Puis, à l'unisson, Theresa May et Jeremy Corbyn s'esclaffèrent. Le thé allait partout, et il leur a fallu du temps pour arrêter de rire comme deux écoliers.

Plus tard, ils considéreraient tous les deux cette réunion comme le début d’une relation de respect mutuel. Bien que Theresa ait refusé bon nombre des demandes formulées par le parti de l’opposition concernant les termes du Brexit, Jeremy a estimé que son parti et lui-même avaient été entendus et reconnu que Theresa s’en tenait aux principes sur lesquels ils s’étaient mis d’accord. Ce n’était pas une route facile, mais en établissant des limites et en communiquant ouvertement, le processus était beaucoup plus fluide.

Après tout, personne ne voulait se retrouver dans l'abîme du départ sans accord. *


Une approche de coaching

Coaching pour la performance, parcours de leadership

Laissez-nous vous montrer comment développer votre style de leadership en coaching et libérer le potentiel de votre organisation


L'auteur, Charlie Kneen, est responsable du numérique chez Performance Consultants International.
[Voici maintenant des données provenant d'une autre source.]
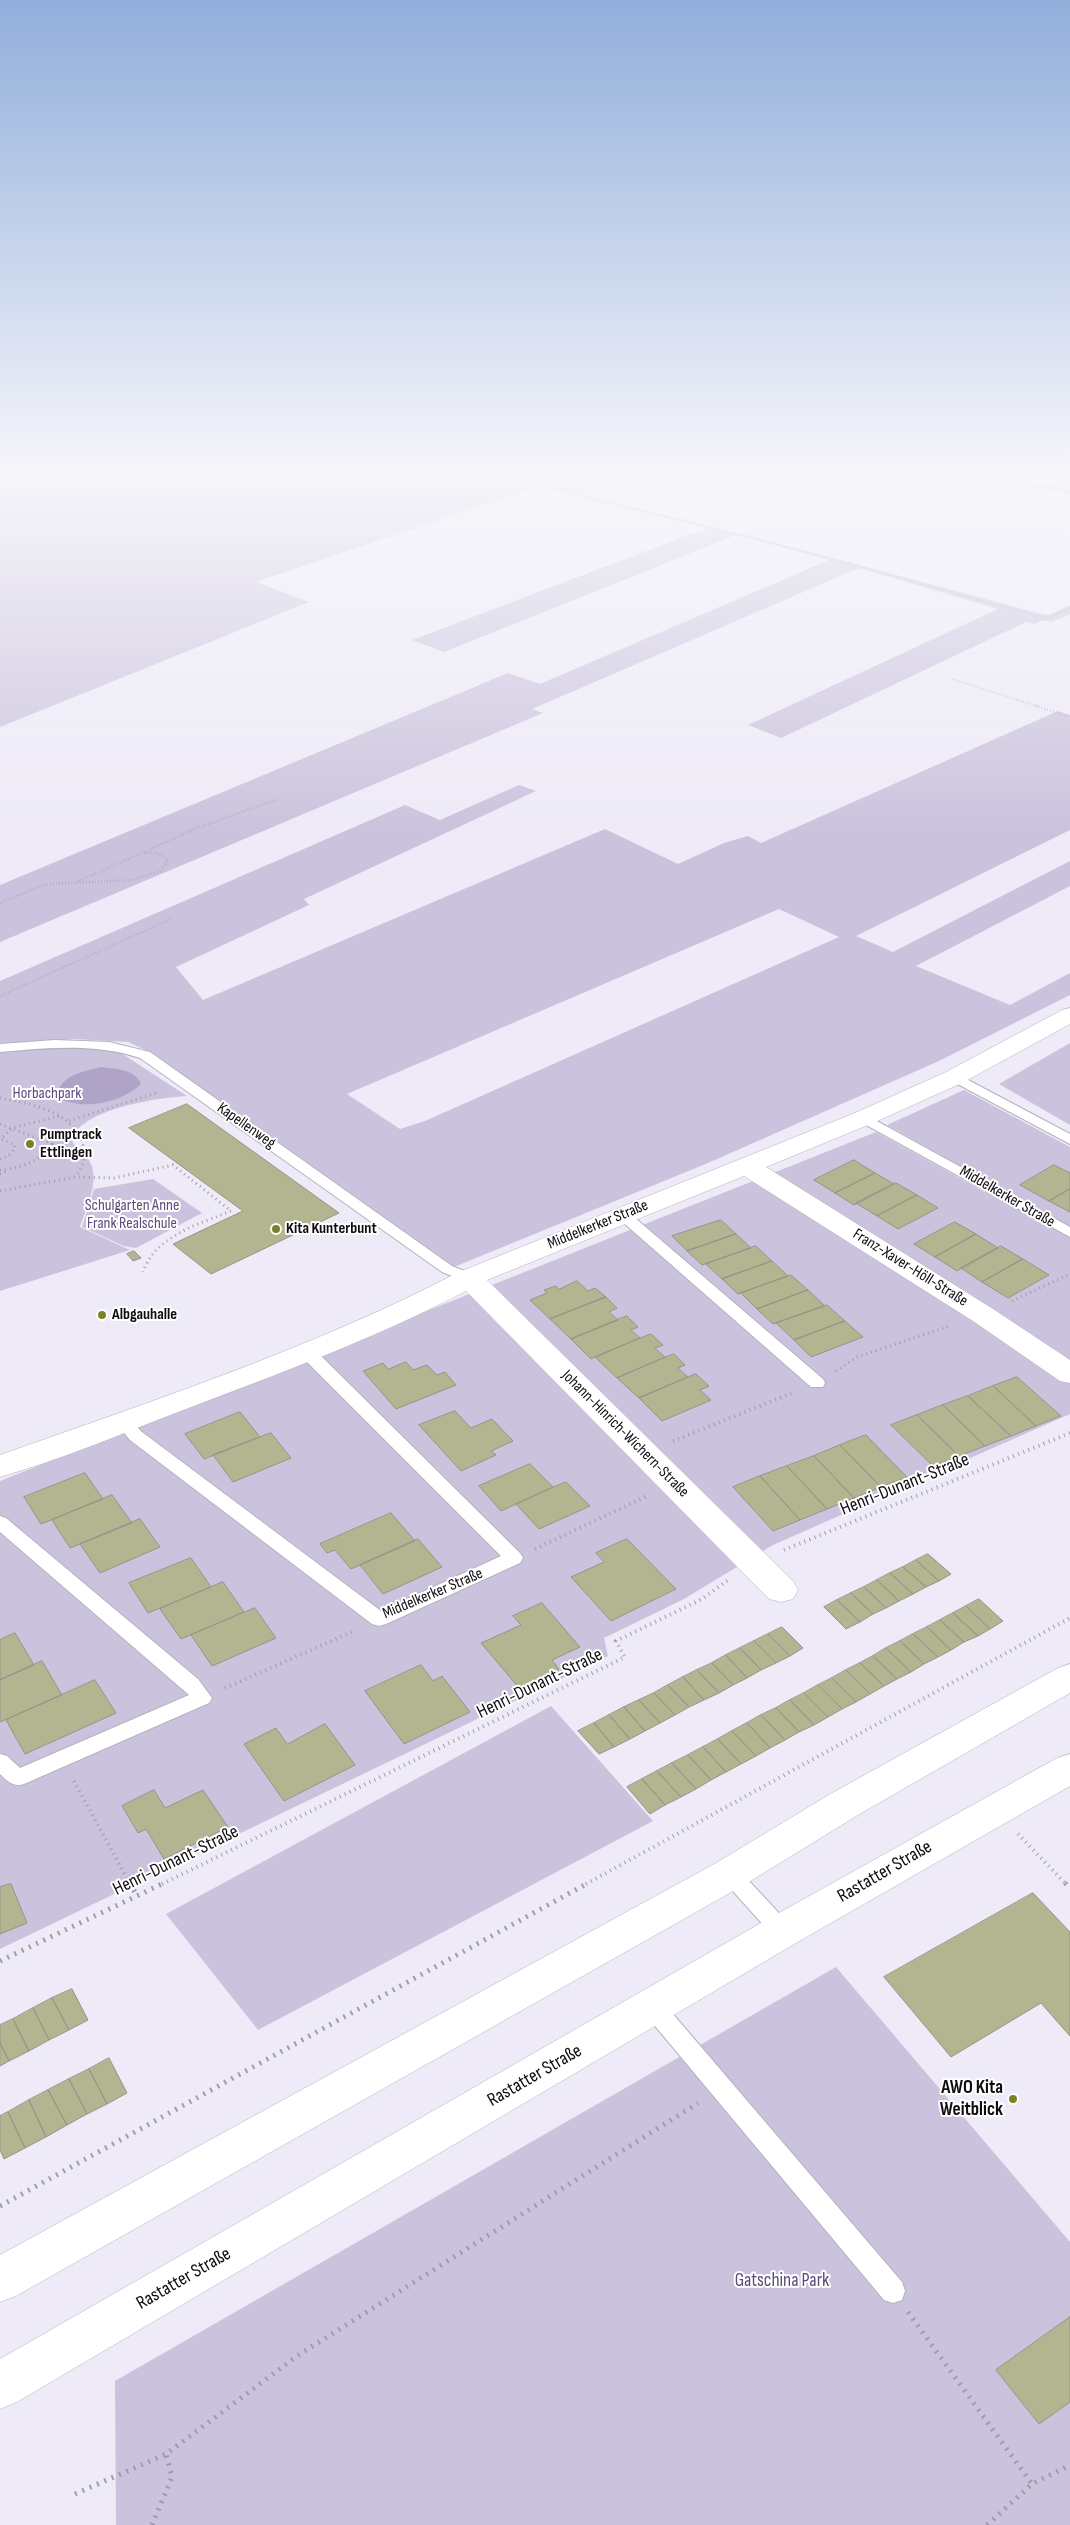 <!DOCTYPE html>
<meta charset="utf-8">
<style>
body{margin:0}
canvas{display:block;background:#eeeaf7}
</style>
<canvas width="1070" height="2525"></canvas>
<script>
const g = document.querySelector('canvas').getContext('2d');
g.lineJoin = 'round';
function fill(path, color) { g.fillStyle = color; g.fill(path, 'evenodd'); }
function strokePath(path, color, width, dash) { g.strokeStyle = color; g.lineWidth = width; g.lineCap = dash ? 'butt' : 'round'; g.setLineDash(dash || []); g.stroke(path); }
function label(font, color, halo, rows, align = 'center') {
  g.font = font + ' "Sofia Sans Condensed",sans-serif'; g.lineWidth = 4; g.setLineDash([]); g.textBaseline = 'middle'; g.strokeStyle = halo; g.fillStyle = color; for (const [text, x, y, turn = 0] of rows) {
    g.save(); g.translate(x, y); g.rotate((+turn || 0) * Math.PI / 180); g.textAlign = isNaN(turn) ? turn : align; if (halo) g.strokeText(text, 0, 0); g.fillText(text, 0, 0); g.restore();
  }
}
const green = new Path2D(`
 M0,477h608l-30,16 256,65 207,56 8,1 21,-10v9l-18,8 -10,-2 -7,4 -9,-2 -245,116 -33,-13 250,-116 -139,-41 -327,141 11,4 -543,229v-57l508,-212 32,11 289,-124 -93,-25 -292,117 -32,-12 295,-112 -169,-41 -282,95 53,20 -309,125z
 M985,477h18l43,9 14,-9h10v10l-3,2 3,1v5z
 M1058,711l12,4v115l-214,106 37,16 177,-91v25l-154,80 94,39 60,-32v22l-131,66 -231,102 -254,104 -304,-215 -22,-10 -54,-3 -74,6v-64l405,-176 35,15 79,-35 17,6 -232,108 5,6 -133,62 27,33 402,-171 73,35 46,-21 24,-7 13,7zM779,909l60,28 -414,184 -25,8 -53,-35z
 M1070,1043v82l-71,-41z
 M67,1047l51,4 69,45c-31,2 -100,12 -116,42 2,8 12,15 17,21 14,19 -2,49 -8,68l50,23 -130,41v-242z
 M964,1090l106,57v267l-297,131 -89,54 -80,39 4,18 -608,293v-468l876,-349 109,60 11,-6 -109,-61z
 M153,1179l49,34 -66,35 -12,-2 -42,-19 12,-38z
 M551,1706l102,115 -395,209 -92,-116z
 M836,1967l234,275v283h-954l-1,-144z`);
const water = new Path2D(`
 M101,1067c15,2 34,2 40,17 -19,19 -62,28 -85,12 5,-21 26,-24 45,-29z`);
const building = new Path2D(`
 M187,1104l152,109 -128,61 -38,-30 70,-33 -114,-83z
 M854,1160l21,13 -40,20 -21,-13z
 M1054,1165l16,8v16l-21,12 -29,-16z
 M875,1173l19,11 -40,21 -19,-12z
 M896,1183l21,12 -40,21 -21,-13z
 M1070,1189v23l-21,-11z
 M917,1195l21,13 -40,21 -21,-13z
 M721,1220l15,14 -49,17 -15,-15z
 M955,1222l21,12 -41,23 -21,-13z
 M736,1234l15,14 -49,17 -15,-14z
 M976,1234l22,14 -41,23 -22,-14z
 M756,1246l16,15 -50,18 -16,-15z
 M1001,1246l22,13 -41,23 -21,-14z
 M134,1251l7,7 -8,3 -6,-7z
 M1023,1259l26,16 -41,23 -26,-16z
 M772,1261l16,15 -50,18 -16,-15z
 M791,1275l17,15 -51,19 -16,-16z
 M577,1281l11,10 7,-3 11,9 -56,22 -20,-19 17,-7 -3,-3 12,-4 3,3z
 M808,1290l17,16 -52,18 -16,-15z
 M606,1297l11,11 -8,4 9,8 -47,19 -21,-20z
 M827,1305l18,16 -51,19 -18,-17z
 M627,1316l11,11 -7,3 9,8 -49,21 -20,-20z
 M845,1321l18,16 -52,20 -17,-17z
 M651,1334l12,11 -8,3 10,9 -48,21 -22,-21z
 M674,1354l11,11 -7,3 10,9 -49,21 -22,-20z
 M406,1362l7,8 14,-5 10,10 8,-3 11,13 -60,24 -33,-38 20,-8 5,6z
 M696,1374l13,12 -9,4 11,10 -49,21 -23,-23z
 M1017,1377l44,39 -25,10 -43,-40z
 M993,1386l43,40 -25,10 -43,-40z
 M968,1396l43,40 -26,10 -42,-41z
 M943,1405l42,41 -26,10 -42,-41z
 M455,1411l16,17 21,-9 21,22 -22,10 5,4 -35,16 -42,-46z
 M240,1412l20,25 -56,22 -19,-25z
 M917,1415l42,41 -26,10 -42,-41z
 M271,1433l20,25 -58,24 -20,-27z
 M866,1435l41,42 -26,10 -41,-42z
 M840,1445l41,42 -27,11 -40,-42z
 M814,1456l40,42 -27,11 -40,-43z
 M530,1464l23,23 -52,24 -22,-25z
 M787,1466l40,43 -27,11 -40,-44z
 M85,1473l18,26 -62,25 -17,-27z
 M760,1476l40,44 -27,11 -40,-44z
 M566,1482l24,24 -51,23 -23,-25z
 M112,1495l20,28 -62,25 -18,-28z
 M391,1513l24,28 -64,28 -16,-19 -8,3 -7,-9z
 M140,1519l20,28 -60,26 -20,-29z
 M418,1539l24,28 -59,27 -23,-29z
 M627,1539l49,50 -65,32 -40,-44 33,-15 -8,-9z
 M928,1554l23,20 -12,7 -23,-21z
 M191,1558l20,29 -63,26 -19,-30z
 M916,1560l23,21 -13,6 -23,-20z
 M903,1567l23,20 -13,7 -23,-21z
 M890,1573l23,21 -14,7 -22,-21z
 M877,1580l22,21 -13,7 -22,-21z
 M223,1582l21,30 -63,27 -21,-30z
 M864,1587l22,21 -13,6 -22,-21z
 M851,1593l22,21 -13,8 -23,-22z
 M979,1599l24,22 -13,8 -24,-23z
 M837,1600l23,22 -14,7 -22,-22z
 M542,1603l38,44 -28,13 7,9 -40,19 -38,-45 40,-18 -8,-9z
 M966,1606l24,23 -12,7 -25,-23z
 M255,1608l21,30 -64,28 -21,-31z
 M953,1613l25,23 -14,6 -24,-22z
 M940,1620l24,22 -13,8 -24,-23z
 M782,1627l21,21 -13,8 -22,-22z
 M927,1627l24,23 -13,7 -25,-23z
 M15,1633l19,32 -34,15v-40z
 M768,1634l22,22 -14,7 -22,-22z
 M913,1634l25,23 -14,7 -24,-23z
 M754,1641l22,22 -15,7 -21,-22z
 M900,1641l24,23 -13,8 -25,-24z
 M740,1648l21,22 -14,8 -21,-23z
 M886,1648l25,24 -14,7 -24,-23z
 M726,1655l21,23 -14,7 -21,-22z
 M873,1656l24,23 -13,7 -24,-23z
 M42,1661l20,34 -62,27v-42z
 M712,1663l21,22 -14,8 -22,-23z
 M860,1663l24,23 -14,8 -24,-24z
 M421,1665l12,16 9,-5 28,36 -66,32 -39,-53z
 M697,1670l22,23 -15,7 -21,-23z
 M846,1670l24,24 -14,8 -24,-24z
 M683,1677l21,23 -15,7 -21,-22z
 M832,1678l24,24 -14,7 -24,-24z
 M95,1680l21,33 -91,41 -19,-34z
 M668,1685l21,22 -14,8 -21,-22z
 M818,1685l24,24 -14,8 -24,-24z
 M654,1693l21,22 -15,8 -21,-23z
 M804,1693l24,24 -14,8 -24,-25z
 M639,1700l21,23 -15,8 -21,-24z
 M790,1700l24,25 -15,7 -23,-24z
 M624,1707l21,24 -15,8 -21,-24z
 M776,1708l23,24 -14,8 -24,-25z
 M609,1715l21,24 -16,8 -20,-24z
 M761,1715l24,25 -15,8 -23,-25z
 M594,1723l20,24 -15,7 -21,-23z
 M747,1723l23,25 -14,8 -24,-25z
 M325,1724l30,41 -71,36 -40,-57 32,-16 11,16z
 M732,1731l24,25 -15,8 -23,-25z
 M718,1739l23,25 -15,8 -23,-25z
 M703,1747l23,25 -15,8 -23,-25z
 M688,1755l23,25 -15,9 -24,-26z
 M672,1763l24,26 -15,8 -24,-26z
 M657,1771l24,26 -16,8 -23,-26z
 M642,1779l23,26 -15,9 -23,-27z
 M154,1790l11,18 38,-18 25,37 -64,32 -18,-30 -8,4 -16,-27z
 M11,1884l16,39 -27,11v-47z
 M1033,1893l37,39v104l-29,-33 -90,54 -67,-80z
 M72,1989l16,31 -19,10 -17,-32z
 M52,1998l17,32 -20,10 -16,-32z
 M33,2008l16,32 -20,11 -16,-32z
 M13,2019l16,32 -20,10 -9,-18v-18z
 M0,2043l9,18 -9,5z
 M109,2058l18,35 -20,11 -18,-35z
 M89,2069l18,35 -20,10 -18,-35z
 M69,2079l18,35 -20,11 -19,-35z
 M48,2090l19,35 -21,12 -17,-37z
 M29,2100l17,37 -21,11 -17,-36z
 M8,2112l17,36 -21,11 -4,-9v-34z
 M1070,2317v85l-31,22 -43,-54z`);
const pathFar4 = new Path2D(`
 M997,477l73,15
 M548,487l230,57 259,72 13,1 20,-9
 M952,679l88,28`);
const pathFar3 = new Path2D(`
 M1036,706l34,11
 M145,852l47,-22 86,-31
 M0,903l46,-19 85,-4 30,-9 7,-11 -10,-7h-16l-65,29
 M0,996l171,-77`);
const pathFar2 = new Path2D(`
 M0,1098c31,6 72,12 83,47 4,12 0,22 -8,32
 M69,1121l90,-29
 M0,1124l52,20c-9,17 -34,25 -52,26
 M0,1159c8,-3 13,-5 15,-14l-14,-6 11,-11 47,-12
 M0,1174l7,-3
 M0,1191l75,-14 39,1 59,-13 58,46c-32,13 -76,25 -88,61
 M1012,1301l58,-27
 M836,1371l21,-14 93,-31`);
const pathFar1 = new Path2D(`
 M673,1441l119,-48
 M535,1549l112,-53
 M784,1550l286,-117
 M225,1688l129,-57
 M74,1781l56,103
 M1018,1834l48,50
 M162,1884l463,-227 -9,-16 86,-42 26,-19
 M586,1884l484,-266`);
const path = new Path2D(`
 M130,1883l7,13
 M1065,1883l5,5
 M0,1961l164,-78
 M0,2206l588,-323
 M908,2312l124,172
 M75,2494l91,-40 131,-98 401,-253
 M152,2525l20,-48 -6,-23
 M987,2525l45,-41 38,-19`);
const service = new Path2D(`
 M55,1040l54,2 41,10 302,214 22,9 3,3 -8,5 -27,-11 -302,-214c-46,-15 -92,-10 -140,-6v-8z
 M955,1073l115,61v10l-120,-64 -2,-3z
 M864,1114l206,113v10l-211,-116 -2,-3z
 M623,1211l5,1 195,167 2,4 -2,4h-12l-193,-169 -2,-3 2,-3z
 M307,1347l6,1 207,205 3,5 -3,5 -134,61 -7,2 -7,-2 -242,-184 -15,-18 2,-4c12,-3 17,6 25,14l239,179 120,-55 -200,-200 -2,-4 2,-4z
 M0,1516l6,2 192,161 14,19 -3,5 -185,81c-11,3 -16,-2 -24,-10v-20l7,2 13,12 169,-73 -189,-163z
 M730,1865l7,3 53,57 3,6 -3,6 -8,3 -8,-3 -51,-57 -3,-6 3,-6z
 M653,1997l8,3 241,282 3,9 -3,9 -9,3 -9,-3 -239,-286 -3,-7 3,-7z`);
const minor = new Path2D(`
 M1070,1008v16l-106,58 -91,41 -107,44 227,142 77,51v23l-10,-2 -87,-60 -229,-145 -257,104 306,301 5,9 -5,9 -12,3 -12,-3 -303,-308c-90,47 -186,82 -280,118 -61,23 -123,50 -186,68v-22c155,-55 313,-107 459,-183l396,-159 91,-41 116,-62z
 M1070,1754v32l-274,157 -779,459 -17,7v-50l768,-440 289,-161z`);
const secondary = new Path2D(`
 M1070,1664v29l-212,122 -114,70 -728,411 -16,6v-47l716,-392 116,-70 226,-125z`);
const markers = [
 [30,1144,5,"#7e8029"],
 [276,1229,5,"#7e8029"],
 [102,1315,5,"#7e8029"],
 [1013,2099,5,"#7e8029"]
];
const parkNames = [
 ["Horbachpark",47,1094],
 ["Schulgarten Anne",132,1206],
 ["Frank Realschule",132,1224]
];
const streetNames = [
 ["Kapellenweg",246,1126,35],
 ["Middelkerker Straße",1007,1197,30],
 ["Middelkerker Straße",598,1225,-22],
 ["Franz-Xaver-Höll-Straße",910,1268,32],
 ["Johann-Hinrich-Wichern-Straße",625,1434,45],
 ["Middelkerker Straße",433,1594,-23]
];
const poiNames = [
 ["Pumptrack",40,1135],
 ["Ettlingen",40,1153],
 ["Kita Kunterbunt",286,1229],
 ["Albgauhalle",112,1315]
];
const nearStreetnames = [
 ["Henri-Dunant-Straße",905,1485,-22],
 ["Henri-Dunant-Straße",540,1684,-26],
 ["Henri-Dunant-Straße",176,1861,-26],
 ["Rastatter Straße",885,1872,-30],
 ["Rastatter Straße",535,2076,-30],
 ["Rastatter Straße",184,2279,-30]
];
const nearPoinames = [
 ["AWO Kita",1003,2088],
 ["Weitblick",1003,2110]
];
const nearParknames = [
 ["Gatschina Park",782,2281]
];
fill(green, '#cbc3dd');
fill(water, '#afa4c7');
fill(building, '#b2b58f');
strokePath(building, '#949589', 1);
strokePath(service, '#b5b2be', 2);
strokePath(minor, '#b5b2be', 1);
strokePath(secondary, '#b5b2be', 1);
strokePath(pathFar4, '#a09da7', 2, [0.5, 2]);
strokePath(pathFar3, '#a09da7', 2.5, [0.5, 2.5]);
strokePath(pathFar2, '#a09da7', 3, [1, 4]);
strokePath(pathFar1, '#a09da7', 4, [1, 4.5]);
strokePath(path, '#a09da7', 5, [2, 6]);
fill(service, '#fff');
fill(minor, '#fff');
fill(secondary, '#fff');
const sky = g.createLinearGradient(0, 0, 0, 831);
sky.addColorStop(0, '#91aedb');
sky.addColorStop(0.57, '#f7f6fb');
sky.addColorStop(1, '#f7f6fb00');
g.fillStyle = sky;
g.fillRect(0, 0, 1070, 831);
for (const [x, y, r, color] of markers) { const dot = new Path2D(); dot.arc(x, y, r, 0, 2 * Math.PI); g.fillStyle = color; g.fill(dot); strokePath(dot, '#fff', 2); }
label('16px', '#5b4a7b', '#fff', parkNames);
label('16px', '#0f0d11', '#fff', streetNames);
label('bold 16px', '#0f0d11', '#fff', poiNames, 'left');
label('19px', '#0f0d11', '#fff', nearStreetnames);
label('bold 19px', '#0f0d11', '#fff', nearPoinames, 'right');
label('19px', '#5b4a7b', '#fff', nearParknames);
</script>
Chez Performance Consultants, nous respectons à la fois les points de vue des électeurs en congé et restants dans le référendum. Chacun a son propre point de vue et c'est en partageant ces points de vue qu'il est possible de trouver un moyen d'aller de l'avant – c'est le cœur d'une approche de coaching.

* En réalité, il a fallu deux ans de négociations infructueuses et un compte à rebours de 10 jours pour quitter l'Union européenne sans un accord avec le Premier ministre, proposé le 2 avril 2019 pour s'asseoir avec le chef de l'opposition afin de mettre fin au conflit Impasse sur le Brexit.